### What is being asked
Answer with one number only: the count of lines below that hold the word "search".
=-=-=-=-=
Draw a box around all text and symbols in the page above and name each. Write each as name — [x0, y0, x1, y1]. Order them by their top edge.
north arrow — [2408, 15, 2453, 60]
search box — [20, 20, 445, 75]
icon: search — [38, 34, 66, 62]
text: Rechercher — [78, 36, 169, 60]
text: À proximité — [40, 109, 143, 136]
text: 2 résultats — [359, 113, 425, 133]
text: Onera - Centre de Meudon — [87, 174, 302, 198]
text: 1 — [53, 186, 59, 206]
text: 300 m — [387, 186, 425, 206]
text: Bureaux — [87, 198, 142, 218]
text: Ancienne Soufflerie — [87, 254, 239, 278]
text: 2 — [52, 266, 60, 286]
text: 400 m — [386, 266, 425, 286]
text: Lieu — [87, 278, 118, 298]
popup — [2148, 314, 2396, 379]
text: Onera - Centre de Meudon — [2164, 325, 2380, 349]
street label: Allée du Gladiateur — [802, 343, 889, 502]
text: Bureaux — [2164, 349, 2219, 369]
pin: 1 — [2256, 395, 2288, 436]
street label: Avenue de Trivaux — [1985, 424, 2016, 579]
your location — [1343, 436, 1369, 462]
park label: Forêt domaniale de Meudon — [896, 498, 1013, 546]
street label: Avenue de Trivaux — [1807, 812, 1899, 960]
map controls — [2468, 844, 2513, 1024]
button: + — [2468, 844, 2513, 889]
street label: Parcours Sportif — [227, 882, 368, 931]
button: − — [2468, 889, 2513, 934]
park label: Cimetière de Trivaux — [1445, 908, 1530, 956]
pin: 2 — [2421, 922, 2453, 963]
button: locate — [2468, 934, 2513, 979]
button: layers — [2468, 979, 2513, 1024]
=-=-=-=-=
### Result for this task
2